>>>>>

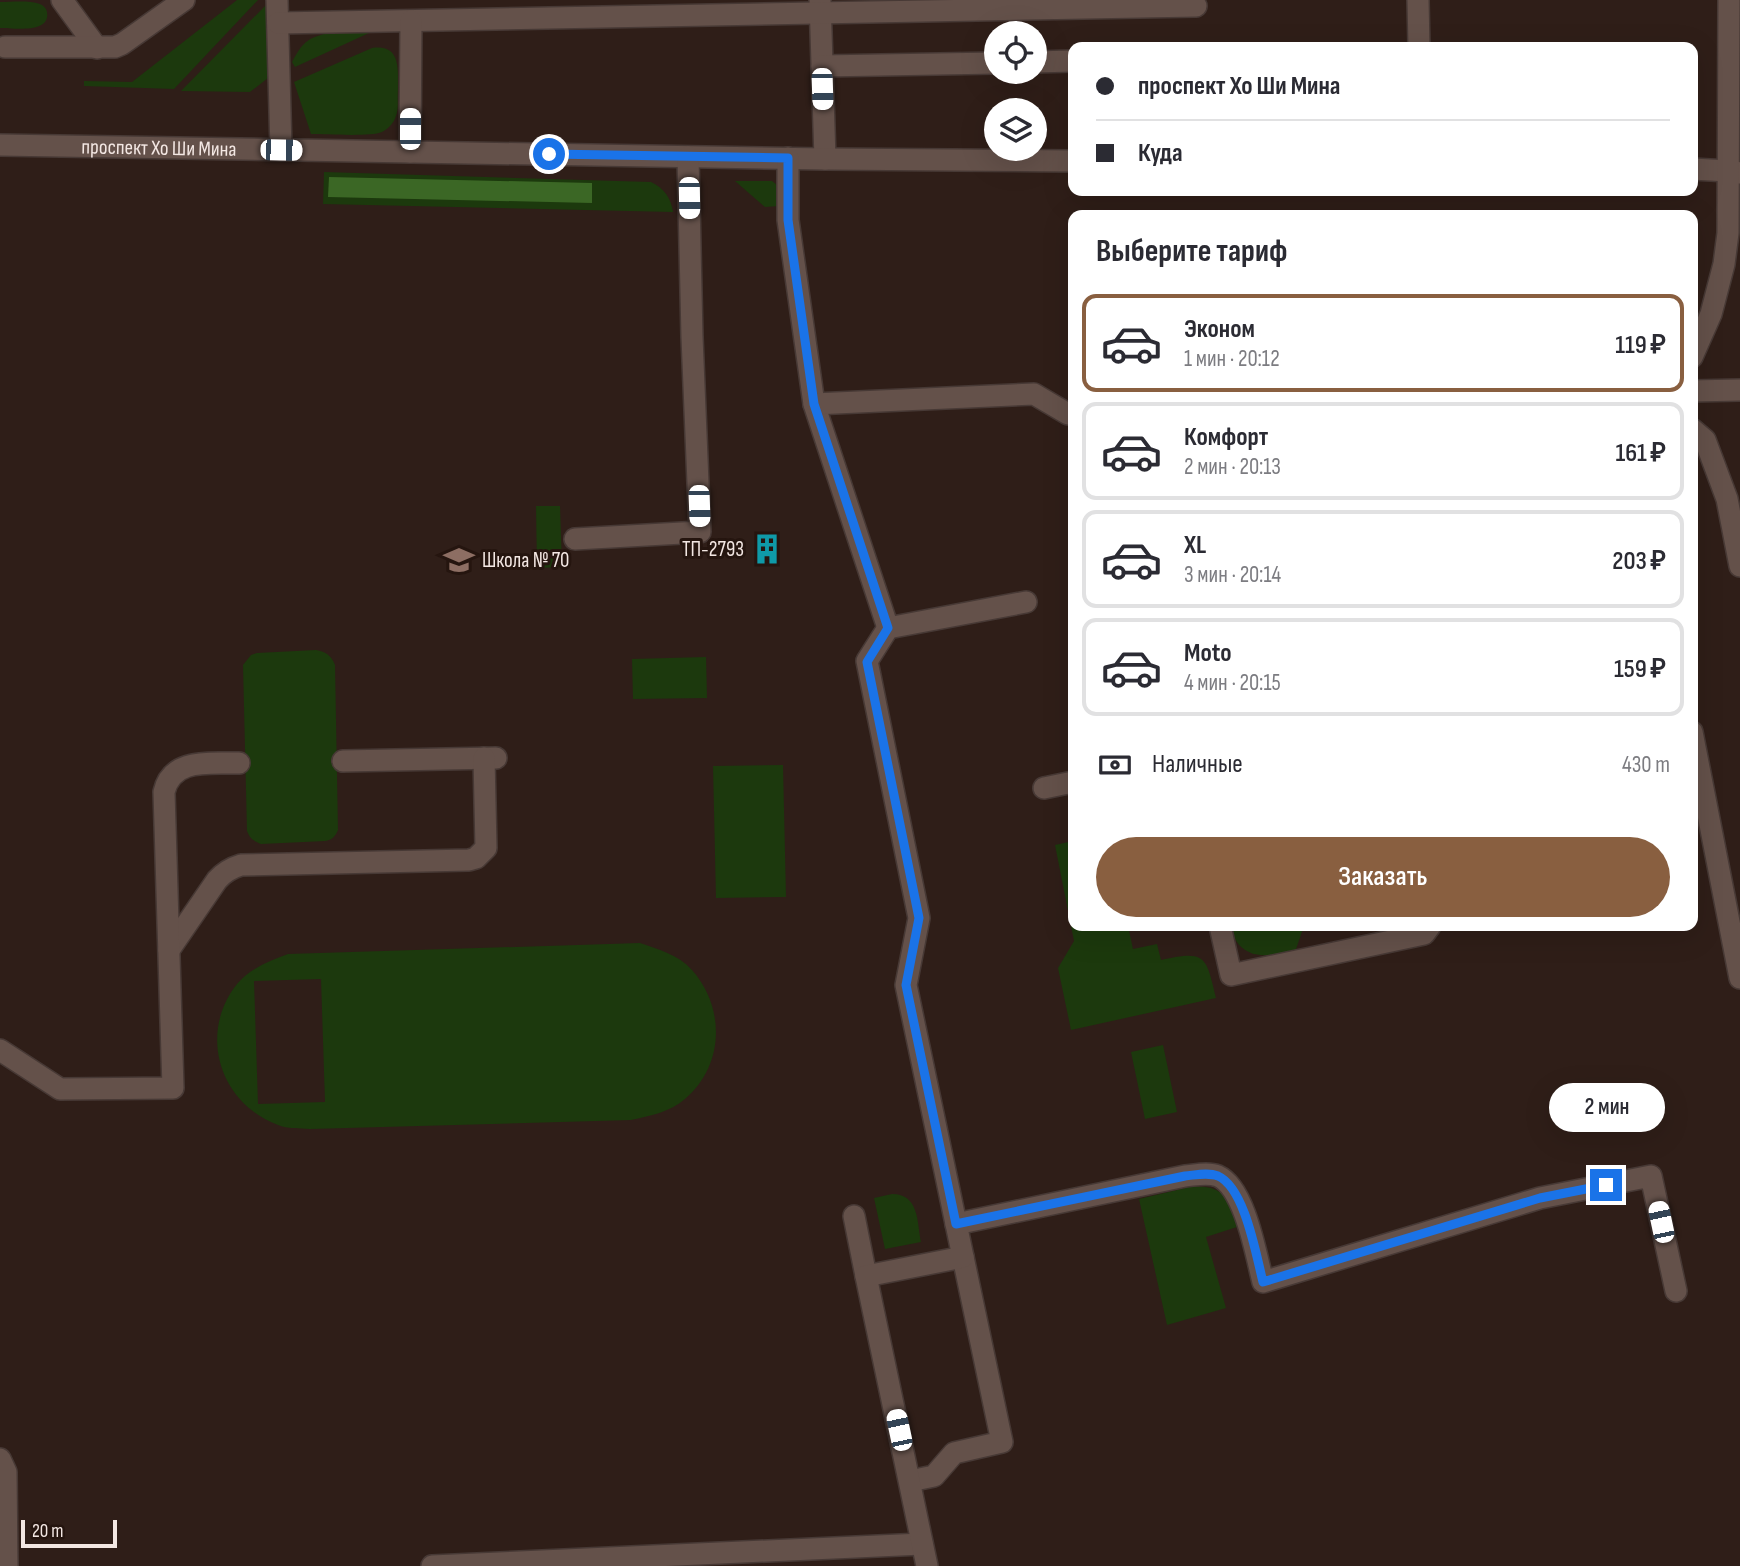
<!DOCTYPE html>
<html lang="ru">
<meta charset="utf-8">
<style>
body{margin:0;font-family:"Sofia Sans Condensed",sans-serif;background:#f2f2f3;color:#2b2b33;height:100vh;display:flex;flex-direction:column;font-size:26px;white-space:nowrap}
*{box-sizing:border-box;margin:0}
p{font-size:23px;color:#7c7c81}
.icon{flex:none;width:38px;height:38px;fill:none;stroke:currentColor;stroke-width:2;stroke-linecap:round;stroke-linejoin:round}
.map{position:relative;flex:1;overflow:hidden}
.details{position:absolute;left:1068px;top:210px;width:630px;height:721px;display:flex;flex-direction:column;background:#fff;border-radius:14px;box-shadow:0 7px 28px #0002}
.details>*{flex:none}
.banner{position:absolute;left:1068px;top:42px;width:630px;height:154px;border-radius:14px;box-shadow:0 7px 28px #0002;display:grid;align-content:center;height:154px;padding:0 28px;background:#fff}
.buttons{position:absolute;left:984px;top:21px;display:grid;gap:14px}
.buttons a{display:grid;place-items:center;width:63px;height:63px;border-radius:50%;background:#fff;box-shadow:0 7px 28px #0002;font-size:35px}
.scale{position:absolute;left:21px;bottom:18px;width:96px;box-sizing:border-box;padding-left:7px;border:4px solid #f3e7e3;border-top:0;font-size:19px;line-height:24px;white-space:nowrap;color:#f3e7e3;-webkit-text-stroke:5px #25150f;paint-order:stroke}
.end{position:absolute;width:32px;height:32px;margin:-16px;border:9px solid #1a73e8;background:#fff;box-shadow:0 0 0 4px #fff}
.from{border-radius:50%}
.bubble{position:absolute;height:49px;border-radius:24px;background:#fff;box-shadow:0 7px 28px #0002;font-size:23px;font-weight:600;line-height:49px;text-align:center}
.car{position:absolute;width:21px;height:42px;margin:-21px -10px;border-radius:9px;box-shadow:0 0 5px 2px #0007;background:linear-gradient(#fff 24%,#345 0 40%,#fff 0 76%,#345 0 86%,#fff 0)}
.banner b{display:flex;align-items:center;gap:24px;height:66px;font-size:26px}
.banner b+b{border-top:2px solid #e1e1e2}
.banner i{width:18px;height:18px;background:#2b2b33}
ul{padding:0;list-style:none}
li{display:flex;align-items:center;gap:21px;height:98px;margin:0 14px 10px;padding:0 14px;border:4px solid #e1e1e2;border-radius:14px}
li div{flex:1}
li b{display:block;font-size:26px}
li em{font-style:normal;font-weight:600}
li.active{border-color:#895f40}
li>.icon{width:63px;height:63px;stroke-width:1.5}
h2{padding:0 28px;font-size:32px;line-height:84px}
.pay{display:flex;align-items:center;gap:18px;height:77px;padding:0 28px;font-size:26px}
.pay p{margin-inline-start:auto}
.button{display:flex;gap:14px;margin-top:auto;padding:14px 28px}
.button a{flex:1;height:80px;border-radius:42px;background:#895f40;color:#fff;font-size:28px;font-weight:600;line-height:80px;text-align:center}
.map>svg:first-child{display:block}
.green{fill:#1c390d;fill-rule:evenodd}
.forest{fill:#3b6725}
.lines{fill:none;stroke-linecap:round;stroke-linejoin:round}
.minor-casing{stroke:#473935;stroke-width:24}
.minor{stroke:#64514a;stroke-width:21}
.route{stroke:#1a73e8;stroke-width:9}
.labels{text-anchor:middle;dominant-baseline:central;stroke-width:6;stroke-linejoin:round;paint-order:stroke}
.street-label{font-size:21px;fill:#f3e7e3;stroke:#25150f}
.poi-label{font-size:21px;fill:#f3e7e3;stroke:#25150f;text-anchor:end}
</style>
<div class="map">
<svg width="1740" height="1566" viewBox="0 0 1740 1566">
<rect width="100%" height="100%" fill="#2f1e18"/>
<g class="green">
<path d="M237,0H258L174,89L84,86V81L132,82Z"/>
<path d="M0,2C12,2 29,0 40,4C44,6 46,8 47,12C51,34 13,28 0,28Z"/>
<path d="M266,5L268,78L250,92L181,91Z"/>
<path d="M328,33H369L295,67L292,62C302,43 307,38 328,33Z"/>
<path d="M372,48C401,44 398,69 398,89C397,98 399,108 396,116C394,123 388,129 382,132C370,137 326,134 311,134L294,82Z"/>
<path d="M324,172L651,182C664,188 671,198 673,212L323,204Z"/>
<path d="M735,181H772L777,185L779,206L765,207Z"/>
<path d="M536,506H560L562,567L537,568Z"/>
<path d="M316,650C326,652 331,655 335,665L338,830C335,837 332,840 325,841L261,844C254,841 250,839 247,831L243,665L251,655L257,653Z"/>
<path d="M706,657L707,698L633,699L632,659Z"/>
<path d="M783,765L786,897L716,898L713,766Z"/>
<path d="M1073,841V926H1128L1133,949L1157,944L1161,960C1206,950 1206,956 1216,998L1071,1030L1058,968L1074,941L1055,845Z"/>
<path d="M1230,926H1304L1295,952C1265,957 1239,961 1230,926Z"/>
<path d="M640,943C658,949 679,955 692,970C725,1007 725,1065 685,1099C670,1112 650,1116 631,1120L310,1129C300,1128 287,1129 278,1125C219,1103 198,1033 237,984C250,968 270,961 288,954ZM321,979L325,1102L258,1104L254,981Z"/>
<path d="M1163,1045L1177,1112L1145,1119L1131,1052Z"/>
<path d="M1190,1187C1224,1184 1229,1199 1237,1227L1206,1237L1226,1308L1167,1325L1139,1199Z"/>
<path d="M892,1194C919,1194 917,1221 921,1242L885,1249L874,1198Z"/>
</g>
<path class="forest" d="M329,177L592,183V203L328,197Z"/>
<g class="lines">
<g class="minor-casing">
<g id="minor">
<path d="M62,0L97,48"/>
<path d="M277,0L281,150"/>
<path d="M820,0L825,159"/>
<path d="M1418,0L1419,47"/>
<path d="M278,23L1196,6"/>
<path d="M5,47H115L122,44L184,0"/>
<path d="M1034,62L1073,61"/>
<path d="M822,66L996,63"/>
<path id="s1" d="M0,145L825,159L1073,161"/>
<path d="M410,152L411,21"/>
<path d="M788,158V220L814,404L888,628"/>
<path d="M1692,169L1729,171L1740,173"/>
<path d="M1692,357L1711,314L1724,264L1728,233L1729,0"/>
<path d="M1692,391L1740,390"/>
<path d="M814,404L1034,394L1068,414H1073"/>
<path d="M1692,429L1705,440L1727,499L1740,566"/>
<path d="M575,539L700,532L692,337L688,157"/>
<path d="M1692,732L1740,978"/>
<path d="M343,761L496,758"/>
<path d="M1044,788L1073,782"/>
<path d="M1220,926L1231,975L1424,934L1430,926"/>
<path d="M169,950L217,880C224,872 231,868 241,865L469,860L476,858L486,848L484,758"/>
<path d="M0,1050L60,1089L173,1088L164,792C172,757 210,764 239,763"/>
<path d="M854,1216L866,1276"/>
<path d="M956,1224L1185,1176C1196,1175 1208,1172 1218,1176C1245,1188 1256,1255 1263,1282L1540,1198L1651,1176L1676,1291"/>
<path d="M0,1459L6,1472L7,1566"/>
<path d="M910,1481L934,1476L954,1453L1002,1442L963,1257"/>
<path d="M432,1566L922,1544"/>
<path d="M927,1566L866,1276L963,1257L906,985L919,918L867,661L888,628L1026,602"/>
</g>
</g>
<use href="#minor" class="minor"/>
</g>
<g class="lines">
<path class="route" d="M549,154L788,158V220L814,404L888,628L867,662L919,918L906,985L956,1224L1185,1176C1196,1175 1208,1172 1218,1176C1245,1188 1256,1255 1263,1282L1540,1198L1606,1185"/>
</g>
<defs>
<g id="building-bare" transform="scale(2.415)"><path d="M-4-6H4V6H1V3H-1V6H-4ZM-2.5-4.3h1.7v1.8h-1.7ZM.8-4.3h1.7v1.8H.8ZM-2.5-1h1.7V.8h-1.7ZM.8-1h1.7V.8H.8Z" fill="#0f9aa8" stroke="#25150f" stroke-width="2.5" paint-order="stroke"/></g>
<g id="school-bare" transform="scale(2.415)"><path d="M0-5L7-2L0 1L-7-2ZM-4 1L0 2.5L4 1V4Q0 6-4 4Z" fill="#8d6e63" stroke="#25150f" stroke-width="2.5" paint-order="stroke"/></g>
</defs>
<g fill-rule="evenodd">
<use href="#building-bare" x="767" y="549"/>
<use href="#school-bare" x="459" y="560"/>
</g>
<g class="labels">
<g class="street-label">
<text stroke="none"><textPath href="#s1" startOffset="159">проспект Хо Ши Мина</textPath></text>
</g>
<g class="poi-label">
<text x="744" y="549">ТП-2793</text>
<text x="482" y="560" text-anchor="start">Школа № 70</text>
</g>
</g>
</svg>
<div class="buttons">
<a><svg class="icon" aria-label="locate" viewBox="0 0 24 24"><circle cx="12" cy="12" r="6"/><path d="M12 2v4M12 18v4M2 12h4M18 12h4"/></svg></a>
<a><svg class="icon" aria-label="layers" viewBox="0 0 24 24"><path d="M12 4l9 5-9 5-9-5zM3 14l9 5 9-5"/></svg></a>
</div>
<div class="scale">20 m</div>
<i class="end from" style="left:549px;top:154px"></i>
<i class="end" style="left:1606px;top:1185px"></i>
<div class="bubble" style="left:1549px;top:1083px;width:116px">2 мин</div>
<i class="car" style="left:822px;top:89px;rotate:178deg"></i>
<i class="car" style="left:410px;top:129px;rotate:0deg"></i>
<i class="car" style="left:281px;top:150px;rotate:91deg"></i>
<i class="car" style="left:689px;top:198px;rotate:179deg"></i>
<i class="car" style="left:699px;top:506px;rotate:178deg"></i>
<i class="car" style="left:1661px;top:1222px;rotate:348deg"></i>
<i class="car" style="left:899px;top:1430px;rotate:348deg"></i>
<div class="banner">
<b><i class="from"></i>проспект Хо Ши Мина</b>
<b><i></i>Куда</b>
</div>
<section class="details">
<h2>Выберите тариф</h2>
<ul>
<li class="active"><svg class="icon" aria-label="car" viewBox="0 0 24 24"><path d="M5 17H2v-5l4-1 3-4h7l3 4 3 1v5h-3M9 17h6M6 11h13"/><circle cx="7" cy="17" r="2"/><circle cx="17" cy="17" r="2"/></svg><div><b>Эконом</b><p>1 мин · 20:12</p></div><em>119 ₽</em></li>
<li><svg class="icon" aria-label="car" viewBox="0 0 24 24"><path d="M5 17H2v-5l4-1 3-4h7l3 4 3 1v5h-3M9 17h6M6 11h13"/><circle cx="7" cy="17" r="2"/><circle cx="17" cy="17" r="2"/></svg><div><b>Комфорт</b><p>2 мин · 20:13</p></div><em>161 ₽</em></li>
<li><svg class="icon" aria-label="car" viewBox="0 0 24 24"><path d="M5 17H2v-5l4-1 3-4h7l3 4 3 1v5h-3M9 17h6M6 11h13"/><circle cx="7" cy="17" r="2"/><circle cx="17" cy="17" r="2"/></svg><div><b>XL</b><p>3 мин · 20:14</p></div><em>203 ₽</em></li>
<li><svg class="icon" aria-label="car" viewBox="0 0 24 24"><path d="M5 17H2v-5l4-1 3-4h7l3 4 3 1v5h-3M9 17h6M6 11h13"/><circle cx="7" cy="17" r="2"/><circle cx="17" cy="17" r="2"/></svg><div><b>Moto</b><p>4 мин · 20:15</p></div><em>159 ₽</em></li>
</ul>
<div class="pay"><svg class="icon" aria-label="cash" viewBox="0 0 24 24"><path d="M3 7h18v10H3z"/><circle cx="12" cy="12" r="2"/></svg>Наличные<p>430 m</p></div>
<div class="button"><a>Заказать</a></div>
</section>
</div>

<<<<<

*Exercise prompt*
Your answer should be each line of the data that contains the word "grid", copied as it stands.

*Exercise response*
.banner{position:absolute;left:1068px;top:42px;width:630px;height:154px;border-radius:14px;box-shadow:0 7px 28px #0002;display:grid;align-content:center;height:154px;padding:0 28px;background:#fff}
.buttons{position:absolute;left:984px;top:21px;display:grid;gap:14px}
.buttons a{display:grid;place-items:center;width:63px;height:63px;border-radius:50%;background:#fff;box-shadow:0 7px 28px #0002;font-size:35px}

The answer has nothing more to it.